VEYSEL ULUSOY: İTHAL İKAME MODELİNİ DÜŞÜNMELİYİZ

Enflasyon verilerini derleyen ENAG Grup Başkanı ve ekonomi uzmanı Prof. Dr. Veysel Ulusoy, ekonomideki kronik hastalığı ve ithalata etki eden faktörleri de gözeterek ithal ikameci modele dikkat çekti ve durumu şöyle açıkladı:

Temelde cari açığın iki ana kaynağı var. Bunlardan ilki geçen yıla göre baz aldığımızda ekonomik büyümenin yüzde 11’lerde olması. Ekonomik büyümenin pozitif seyri. Diğer unsursa döviz kurunun baskılanarak ithalat bağımlılığının ortaklaşa hareketinden kaynaklanıyor. Dış ticaretin kompozisyonuna baktığımızda yüzde 90 düzeyinde ithalatta ara malı ve sermaye malından oluşuyor. Üstelik bu yeni bir dinamik değil, son 40-50 yılın büyüme hastalığı. Ne zaman Türkiye büyüme trendini yakalamak isterse veya ona göre planlama yaparsa ve ne zaman döviz kuru lira bazında reel olarak değer kaybederse ya da kazanırsa cari açığın hortladığını hemen hissediyoruz. Bu da aslında temel bir ekonomik hastalık. Esas olan bu kalıcı hastalığı yenebilmektir. Yani dövize ya da girdiye bağlı olmayan bir yapıyı oluşturmaktır. Maalesef bizde bu olmadı. Ekonomistlerin de yapısal reformları sürekli gündeme getirmesinin nedeni de bu.

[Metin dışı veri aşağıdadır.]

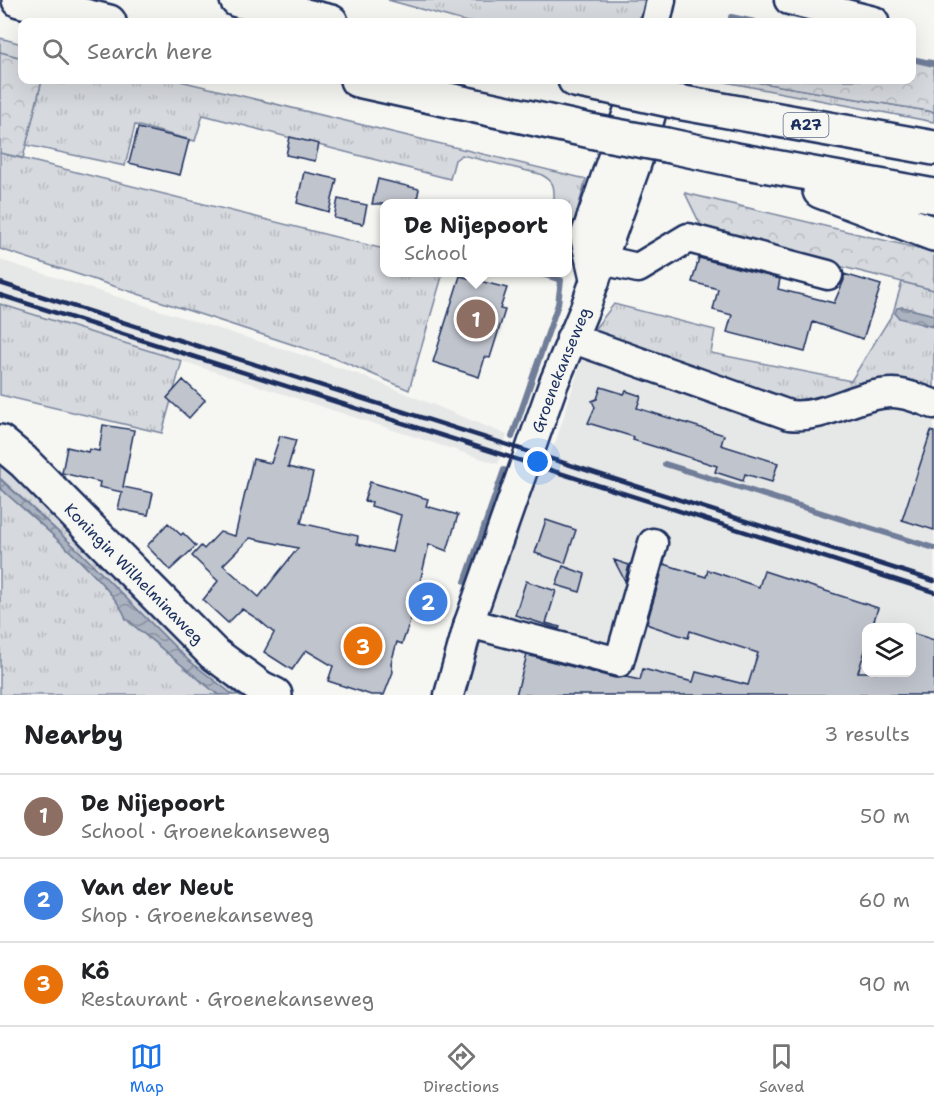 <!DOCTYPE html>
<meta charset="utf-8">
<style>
:root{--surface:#fff;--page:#f2f2f2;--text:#202124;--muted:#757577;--line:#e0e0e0;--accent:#1a73e8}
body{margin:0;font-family:"Shantell Sans",sans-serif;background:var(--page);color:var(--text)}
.controls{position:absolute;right:18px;bottom:18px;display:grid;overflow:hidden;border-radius:12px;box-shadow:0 6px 24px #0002}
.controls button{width:54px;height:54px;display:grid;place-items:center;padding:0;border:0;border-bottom:2px solid var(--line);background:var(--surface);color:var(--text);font:30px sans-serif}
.you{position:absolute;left:538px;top:462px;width:21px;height:21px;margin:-15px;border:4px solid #fff;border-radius:50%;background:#1a73e8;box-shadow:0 0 0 9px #1a73e833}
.badge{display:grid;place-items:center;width:39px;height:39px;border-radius:50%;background:var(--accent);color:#fff;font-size:20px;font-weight:700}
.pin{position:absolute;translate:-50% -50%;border:3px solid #fff;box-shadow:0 2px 6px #0006}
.popup{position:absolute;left:380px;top:199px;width:192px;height:78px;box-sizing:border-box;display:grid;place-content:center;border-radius:12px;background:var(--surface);filter:drop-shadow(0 2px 4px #0005);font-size:20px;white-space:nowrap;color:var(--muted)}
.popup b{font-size:22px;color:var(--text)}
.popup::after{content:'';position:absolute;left:50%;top:100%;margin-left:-12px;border:12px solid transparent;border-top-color:var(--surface)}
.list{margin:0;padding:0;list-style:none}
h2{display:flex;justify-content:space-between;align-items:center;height:78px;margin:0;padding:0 24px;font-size:26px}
h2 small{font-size:20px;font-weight:400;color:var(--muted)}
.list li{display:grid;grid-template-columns:39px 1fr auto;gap:18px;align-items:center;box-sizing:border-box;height:84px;padding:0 24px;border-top:2px solid var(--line)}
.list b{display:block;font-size:22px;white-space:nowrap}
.list p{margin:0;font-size:20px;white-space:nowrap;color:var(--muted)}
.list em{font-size:20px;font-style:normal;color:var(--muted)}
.icon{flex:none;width:33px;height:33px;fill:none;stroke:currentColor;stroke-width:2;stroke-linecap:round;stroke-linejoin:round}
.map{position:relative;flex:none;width:934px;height:695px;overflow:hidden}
.search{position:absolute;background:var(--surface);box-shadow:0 6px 24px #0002;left:18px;right:18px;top:18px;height:66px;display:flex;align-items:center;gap:15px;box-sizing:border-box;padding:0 21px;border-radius:12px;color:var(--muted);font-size:22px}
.sheet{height:330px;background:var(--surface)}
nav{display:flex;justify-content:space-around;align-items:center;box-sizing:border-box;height:84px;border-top:2px solid var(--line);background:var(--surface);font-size:16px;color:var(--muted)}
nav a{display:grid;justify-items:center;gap:3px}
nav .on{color:var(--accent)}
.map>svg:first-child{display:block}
</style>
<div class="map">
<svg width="934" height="695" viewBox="0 0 934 695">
<defs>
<pattern id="grass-tufts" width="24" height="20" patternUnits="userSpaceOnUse" patternTransform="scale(1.5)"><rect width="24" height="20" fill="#d6d9dd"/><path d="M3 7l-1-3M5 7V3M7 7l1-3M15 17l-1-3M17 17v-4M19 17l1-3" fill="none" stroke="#b7bbc0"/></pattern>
<pattern id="forest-crowns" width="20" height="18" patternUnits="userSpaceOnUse" patternTransform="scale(1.5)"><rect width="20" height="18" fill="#d6d9dd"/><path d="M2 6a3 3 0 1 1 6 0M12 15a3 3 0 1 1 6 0" fill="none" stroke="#b7bbc0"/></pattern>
<pattern id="water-waves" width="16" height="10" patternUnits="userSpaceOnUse" patternTransform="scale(1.5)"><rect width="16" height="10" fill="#abb2c0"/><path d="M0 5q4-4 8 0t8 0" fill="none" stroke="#8a919f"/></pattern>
</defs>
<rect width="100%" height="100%" fill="#f6f6f2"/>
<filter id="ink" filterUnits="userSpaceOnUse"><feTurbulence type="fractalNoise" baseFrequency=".0167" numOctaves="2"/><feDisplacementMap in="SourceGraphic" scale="12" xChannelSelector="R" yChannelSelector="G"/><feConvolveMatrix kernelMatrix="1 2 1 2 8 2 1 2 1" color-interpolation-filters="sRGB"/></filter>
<g filter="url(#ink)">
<path fill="#e6e7e7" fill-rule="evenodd" d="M0,260L299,354L363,376L507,435L498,464L182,361L0,304Z
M589,336L789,402L898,380L934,391V695H463L537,476L556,441ZM866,628H912V672H866Z"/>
<path fill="url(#grass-tufts)" stroke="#78849e" stroke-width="1.5" d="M388,0H648L637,22H467Z
M0,38L22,44V58L0,52Z
M42,80H176L586,179L568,244V204L554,203C554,187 556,182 540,174L462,155L455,160L450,179L203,115L195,141L135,125L125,166L26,145Z
M715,80H744L934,112V122Z
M0,153L384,249V272L443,273L409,390L337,359L0,249Z
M902,282L934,290V315L902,307L921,324L934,327V391L898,380L789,402L589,336L614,304L715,330L711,353L851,381L893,313Z
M0,304L182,361L162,433L0,395Z
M0,463L54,511L237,695H233L188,660L78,550L0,478Z
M0,488C27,513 118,588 126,619L218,695H0Z"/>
<path fill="url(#forest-crowns)" stroke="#78849e" stroke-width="1.5" d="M0,52L22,58V80H42L23,158L0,153Z
M912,58L934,61V112L744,80H912Z
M685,193L934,252V290L704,232Z"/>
<path fill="url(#water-waves)" stroke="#717e99" stroke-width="1.5" d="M902,307L934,315V327L899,318L895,313L897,308Z
M0,479L78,550L188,660L233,695H219L212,690L126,619C118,589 27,512 0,488Z"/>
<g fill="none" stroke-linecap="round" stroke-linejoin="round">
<path stroke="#717e99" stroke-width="6" d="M731,17L755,22
M912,59L934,64
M512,437L558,304L561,280L535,272
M665,464L934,548
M465,582L504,470"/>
</g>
<path fill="#c0c4cd" stroke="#1b2f5e" stroke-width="1.5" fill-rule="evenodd" d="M138,128L189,140L180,175L129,163Z
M290,137L319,144L315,161L286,155Z
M304,172L337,179L329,212L297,203Z
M378,179L419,189L416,204H372Z
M338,199L367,205L363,224L334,218Z
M699,258L780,279L778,289L834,303L844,280V274L881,285L863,339L813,322L805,352L727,332L732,315L713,310L718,289L692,282Z
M460,276L507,288L500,309L505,310L490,358L485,357L479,377L433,362Z
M183,380L205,400L189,418L167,398Z
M601,387L624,394L626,391L641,396L637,408L724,435L721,445L778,463L772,482L745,474L743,481L715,472L717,466L633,440L634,437L588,423L595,407L592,401L597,399Z
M103,425L134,430L123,487L153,493L148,515L118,509L122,492L99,487L100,482L62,473L67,447L88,452L89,449L99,451Z
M931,431L934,432V530L902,520Z
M280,436L296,440L288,467L313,473L301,523L358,536L357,544L392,552L401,515L371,506L372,502L364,501L370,482L428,499L426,506L458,515L447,551L429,544L420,582L442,587L434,621L412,616L402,644L397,642L391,663L393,672L384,695H371L328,681L333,666L306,650L292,670L264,652L274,633L259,620L242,609L228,623L203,600L218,581L192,556L201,546L204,549L220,532L235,536L253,459L271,463ZM250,538L298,548L259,597L223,565Z
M546,520L576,530L565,563L535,553Z
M168,523L181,535L183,533L196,546L170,570L147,546Z
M614,560L629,565L625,581Z
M664,564L706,577L708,570L759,587L764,571L878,608L872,627H867V645L858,672H912V633L934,640V695H516L527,655L615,678L626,677L640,680L643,669L693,682L696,672L748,685L758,653L690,631L688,638L649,625L647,623Z
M563,566L585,574L580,592L556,585Z
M526,581L556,591L546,623L560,627L559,629L515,615Z"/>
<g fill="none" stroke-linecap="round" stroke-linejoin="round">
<defs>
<g id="minor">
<path d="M789,0L874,21"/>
<path d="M656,22L661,0"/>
<path d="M602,260L638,268L688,238L828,275"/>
<path d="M595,281L585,237L639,80"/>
<path d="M571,338L789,415C826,419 857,393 893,393C907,393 921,400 934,404"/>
<path d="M469,623L619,662L653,543"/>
<path id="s1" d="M449,695L469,623L553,385L585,308L637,162L661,80"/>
</g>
<g id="major">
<path id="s2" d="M0,442L23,461L213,653L261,688L275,695"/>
</g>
<path id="highway" d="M19,0L109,22
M237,0L331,22
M357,80L595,132
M575,80L605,86
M678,102L934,148
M666,145L736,160L934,196
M820,191L934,234"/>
</defs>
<use href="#minor" stroke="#1b2f5e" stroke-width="33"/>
<use href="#major" stroke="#1b2f5e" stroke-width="38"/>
<use href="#highway" stroke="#1b2f5e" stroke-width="38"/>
<use href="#minor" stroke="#f6f6f2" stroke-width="28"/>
<use href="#major" stroke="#f6f6f2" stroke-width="33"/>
<use href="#highway" stroke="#f6f6f2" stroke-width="33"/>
<path stroke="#1b2f5e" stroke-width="4.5" d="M0,283L934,581
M0,295L934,592"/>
<defs>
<path id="highway-bridge" d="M605,86L678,102
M595,132L666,145"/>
</defs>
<use href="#highway-bridge" stroke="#1b2f5e" stroke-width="38" stroke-linecap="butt"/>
<use href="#highway-bridge" stroke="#f6f6f2" stroke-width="33"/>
</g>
</g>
<g text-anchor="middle" stroke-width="4.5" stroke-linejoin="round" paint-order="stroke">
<rect fill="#f6f6f2" stroke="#5d6b8a" stroke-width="1.5" x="783.5" y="113" width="45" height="24" rx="4.5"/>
<g font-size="15" font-weight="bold" fill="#1b2f5e">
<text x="806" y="130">A27</text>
</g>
<g font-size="16" fill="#1b2f5e" stroke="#f6f6f2">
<text dy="6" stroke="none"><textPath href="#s1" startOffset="344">Groenekanseweg</textPath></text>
<text dy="6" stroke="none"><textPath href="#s2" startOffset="188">Koningin Wilhelminaweg</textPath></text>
</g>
</g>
</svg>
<div class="controls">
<button><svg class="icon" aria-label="layers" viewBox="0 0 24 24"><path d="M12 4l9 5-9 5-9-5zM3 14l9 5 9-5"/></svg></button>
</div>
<div class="you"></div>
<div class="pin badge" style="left:476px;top:319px;background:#8d6e63">1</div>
<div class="popup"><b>De Nijepoort</b>School</div>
<div class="pin badge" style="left:428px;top:602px;background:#3f7fe0">2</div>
<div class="pin badge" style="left:363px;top:646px;background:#e8710a">3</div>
<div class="search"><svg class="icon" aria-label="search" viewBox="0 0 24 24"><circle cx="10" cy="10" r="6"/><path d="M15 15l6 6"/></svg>Search here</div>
</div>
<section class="sheet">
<h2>Nearby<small>3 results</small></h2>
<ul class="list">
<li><span class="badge" style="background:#8d6e63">1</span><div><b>De Nijepoort</b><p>School · Groenekanseweg</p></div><em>50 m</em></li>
<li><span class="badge" style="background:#3f7fe0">2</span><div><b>Van der Neut</b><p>Shop · Groenekanseweg</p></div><em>60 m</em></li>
<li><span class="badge" style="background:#e8710a">3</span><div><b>Kô</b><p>Restaurant · Groenekanseweg</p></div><em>90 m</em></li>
</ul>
</section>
<nav>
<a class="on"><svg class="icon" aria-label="map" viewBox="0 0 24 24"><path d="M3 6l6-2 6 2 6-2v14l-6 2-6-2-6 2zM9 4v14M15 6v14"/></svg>Map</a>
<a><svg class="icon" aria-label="directions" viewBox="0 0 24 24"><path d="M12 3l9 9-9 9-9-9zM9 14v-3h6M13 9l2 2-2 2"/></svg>Directions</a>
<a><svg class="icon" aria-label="saved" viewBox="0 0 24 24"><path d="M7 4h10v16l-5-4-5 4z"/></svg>Saved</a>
</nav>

Son dönemde ithal ikamesi cümlesini, versiyonunu derinden düşünmemiz gerekiyor. Yani dış ticarete teknoloji transferi temeliyle ithal ikamesi yapmak. Bu cari açığı kapatmasa bile azaltacak ve doğal büyüme oranının üzerinden bir büyümeyi sağlayacaktır.